Se articulan en cuatro apartados. El primero corresponde al siglo xvii: el momento de constitución de la modernidad. La unidad de la verdad religiosa, la verdad científica y la verdad político-moral se ha perdido irremediablemente en la crisis del Renacimiento, pero se recuperará gracias al descubrimiento de un nuevo tipo de saber, asegurado por una nueva forma de justificar el conocimiento con base en el «método». Se sigue un segundo apartado que describe el breve momento de confianza, sin sombras, en la verdad racional. A éste lo sigue una sección más amplia, dedicada a la crisis de esa misma confianza. Hemos de detenernos en las reflexiones que Marx, Nietzsche y Freud hicieron sobre la verdad en el siglo xx y sus secuelas de guerras y revoluciones. La cuarta y última sección está dedicada a reflejar, bien que limitadamente, las proyecciones teóricas y prácticas, la suma, el destino que la destrucción de la verdad racional experimentó a lo largo del siglo anterior, entre cuyas ruinas se decide el futuro de nuestra civilización occidental. Recogemos algunos fragmentos de nuestro presente, esto es, de nuestro inmediato pasado que, aún vivo, informa nuestra actualidad.
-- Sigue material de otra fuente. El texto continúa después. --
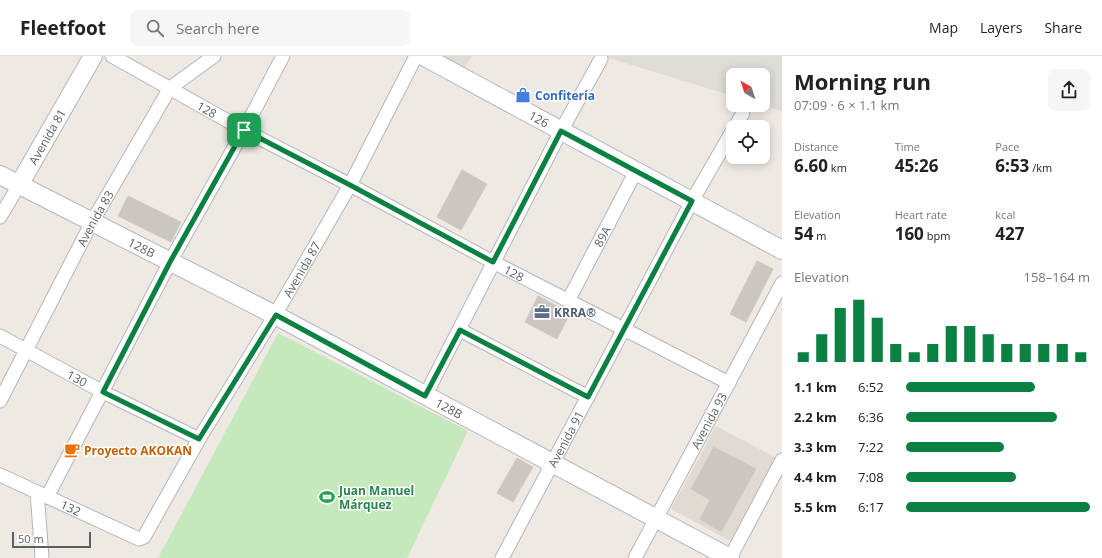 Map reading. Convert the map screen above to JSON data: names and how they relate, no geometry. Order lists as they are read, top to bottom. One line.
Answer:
{"streets":{"street":["128","126","Avenida 81","Avenida 83","89A","128B","Avenida 87","130","Avenida 93","Avenida 91","132"]},"crossings":[["128","Avenida 83"],["128","89A"],["128","Avenida 87"],["128","Avenida 93"],["128","Avenida 91"],["126","89A"],["126","Avenida 91"],["Avenida 81","128B"],["Avenida 83","128B"],["Avenida 83","130"],["128B","Avenida 87"],["128B","Avenida 93"],["128B","Avenida 91"],["Avenida 87","130"],["Avenida 87","132"]],"places":{"shop":["Confitería"],"office":["KRRA®"],"cafe":["Proyecto AKOKAN"],"sports":["Juan Manuel Márquez"]},"scale_bar":"50 m","north":"top left","page":{"header":"Fleetfoot","search":"Search here","nav":["Map","Layers","Share"],"heading":["Morning run","07:09 · 6 × 1.1 km"],"stats":[["Distance","6.60 km"],["Time","45:26"],["Pace","6:53 /km"],["Elevation","54 m"],["Heart rate","160 bpm"],["kcal","427"]],"chart":["Elevation","158–164 m"],"list":[{"name":"1.1 km","note":"6:52"},{"name":"2.2 km","note":"6:36"},{"name":"3.3 km","note":"7:22"},{"name":"4.4 km","note":"7:08"},{"name":"5.5 km","note":"6:17"}],"scale":"50 m"}} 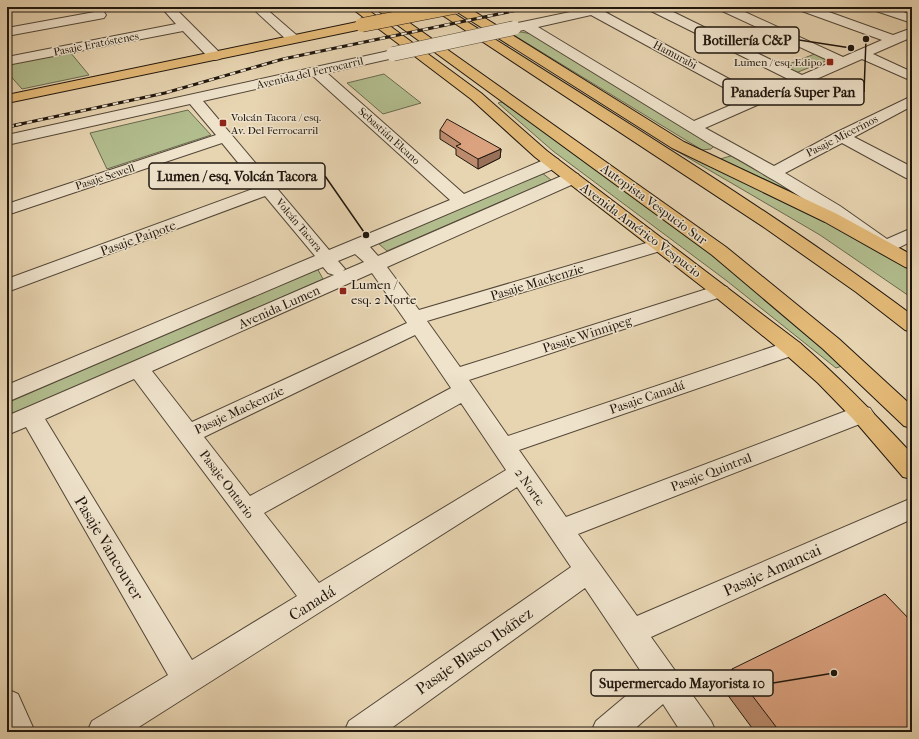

El periodo histórico que damos en llamar «modernidad» y que se extiende por los cuatro siglos anteriores a este en que estamos nació de una profunda crisis histórica en la que prácticamente gran parte de las creencias en que vivían apoyados los europeos, desde Grecia y Roma, desaparecieron en unas pocas decenas de años. Entre ellas no está de más destacar que Dios no sólo era el creador del mundo, sino la mente lógica que lo ordenaba y el que había concedido al hombre la chispa divina de su inteligencia para descubrir y administrar la verdad. Desde la tesis agustiniana, la verdad habita en el hombre interior hasta la malla de esencias objetivas que abarcan las cosas que nacen y mueren, la filosofía vive una edad de oro de verdades y certidumbres.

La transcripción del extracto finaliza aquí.